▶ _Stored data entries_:
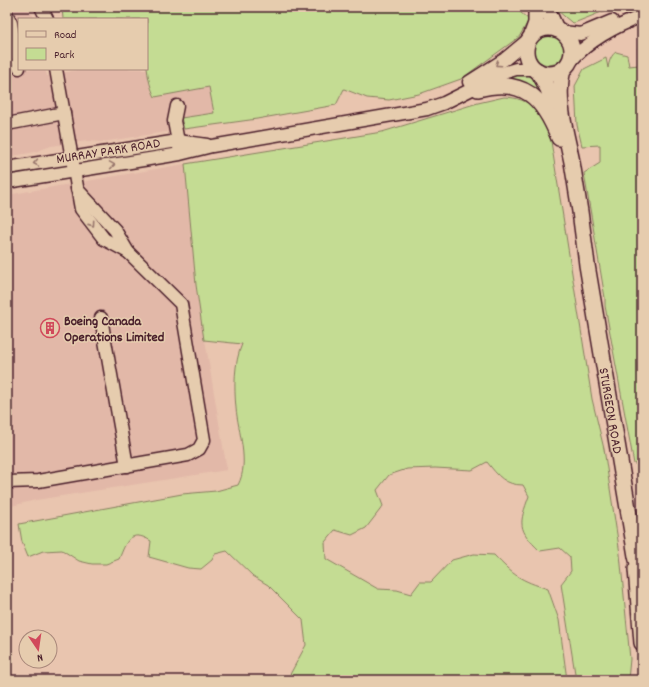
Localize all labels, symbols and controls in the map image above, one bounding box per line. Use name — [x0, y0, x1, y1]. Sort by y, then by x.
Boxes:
legend — [18, 18, 148, 70]
text: Road — [54, 27, 76, 44]
text: Park — [54, 47, 75, 64]
one-way arrow — [495, 59, 502, 67]
street label: MURRAY PARK ROAD — [55, 134, 162, 170]
one-way arrow — [32, 158, 39, 167]
one-way arrow — [109, 161, 115, 170]
one-way arrow — [87, 220, 94, 227]
place label: Boeing Canada Operations Limited — [64, 312, 165, 348]
building icon: Boeing Canada Operations Limited — [39, 317, 61, 339]
street label: STURGEON ROAD — [592, 366, 627, 455]
north arrow — [18, 629, 58, 669]
text: N — [35, 648, 44, 665]

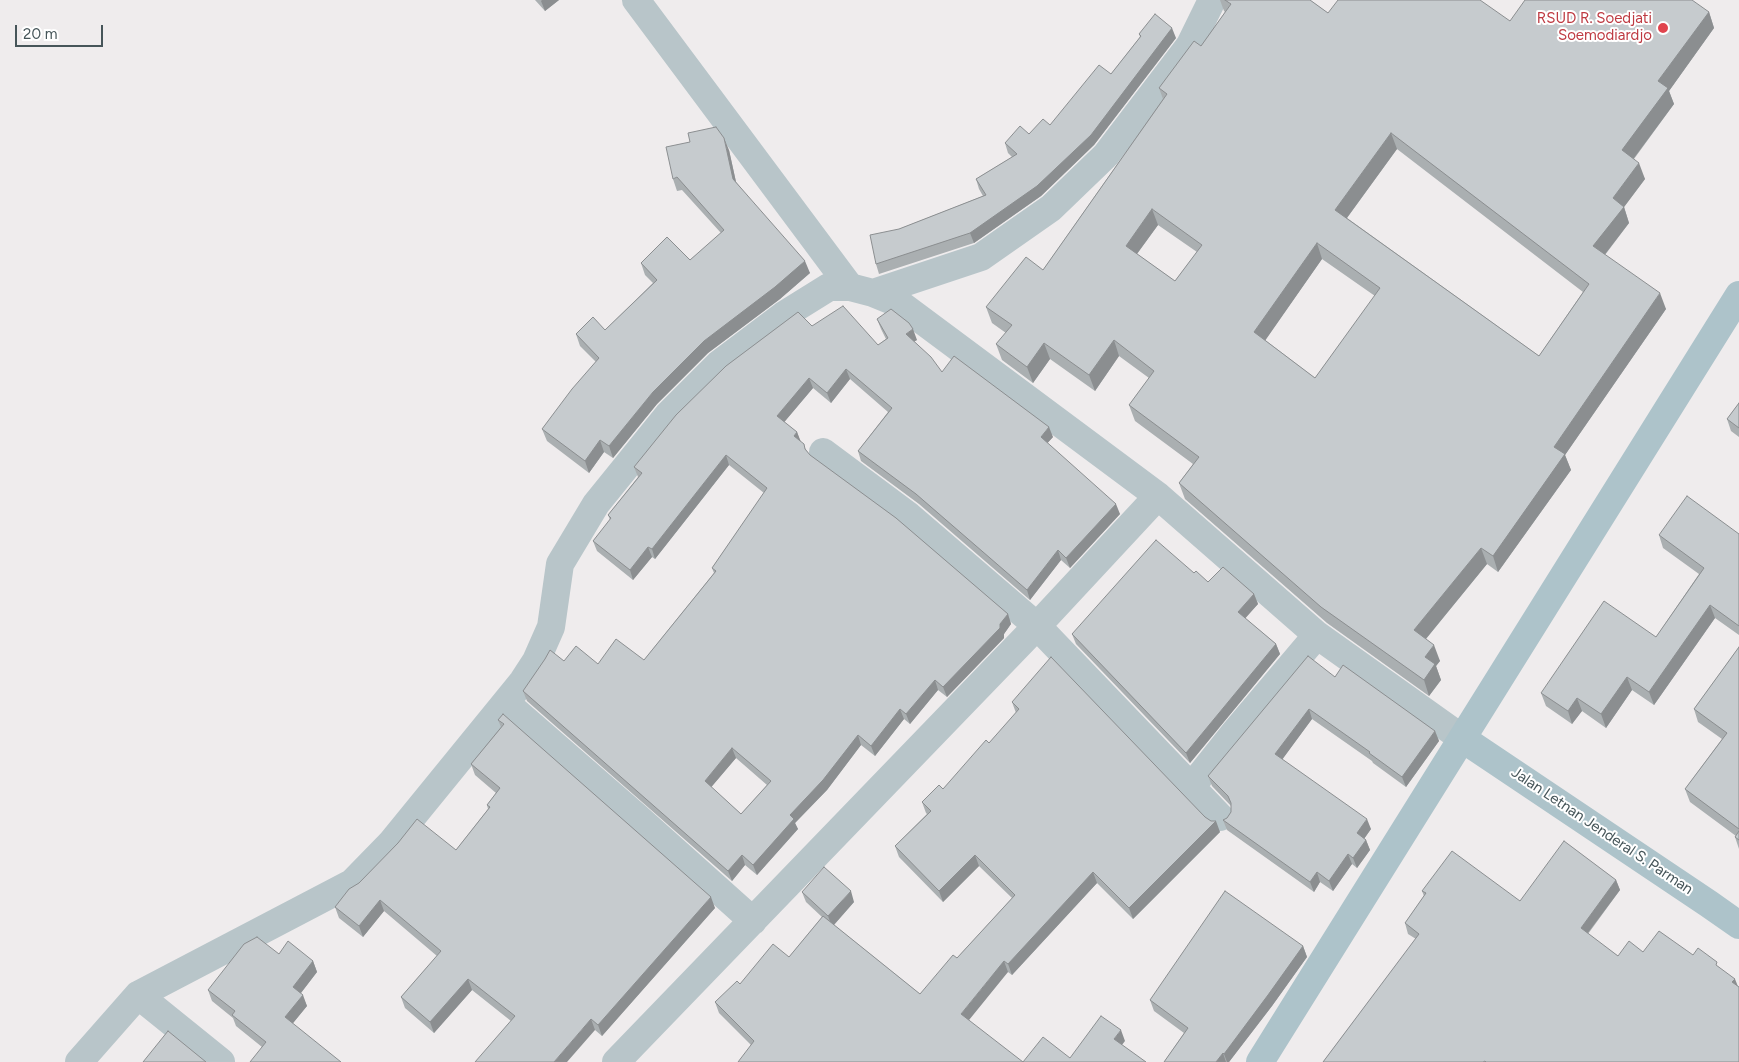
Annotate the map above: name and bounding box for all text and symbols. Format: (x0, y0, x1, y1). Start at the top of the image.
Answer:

▶ _HOW TO COMPLETE THIS TASK_: All of the data must be repeated exactly, except for the pictures.

▶ _OUTPUT OF THE EXERCISE_:
Localize all labels, symbols and controls in the map image above, one bounding box per line. Use name — [x0, y0, x1, y1]. Sort by y, then by x.
Boxes:
legend — [18, 18, 148, 70]
text: Road — [54, 27, 76, 44]
text: Park — [54, 47, 75, 64]
one-way arrow — [495, 59, 502, 67]
street label: MURRAY PARK ROAD — [55, 134, 162, 170]
one-way arrow — [32, 158, 39, 167]
one-way arrow — [109, 161, 115, 170]
one-way arrow — [87, 220, 94, 227]
place label: Boeing Canada Operations Limited — [64, 312, 165, 348]
building icon: Boeing Canada Operations Limited — [39, 317, 61, 339]
street label: STURGEON ROAD — [592, 366, 627, 455]
north arrow — [18, 629, 58, 669]
text: N — [35, 648, 44, 665]

Annotate the map above: name and bounding box for all text and symbols. Format: (x0, y0, x1, y1). Start at the top of the image.
Answer:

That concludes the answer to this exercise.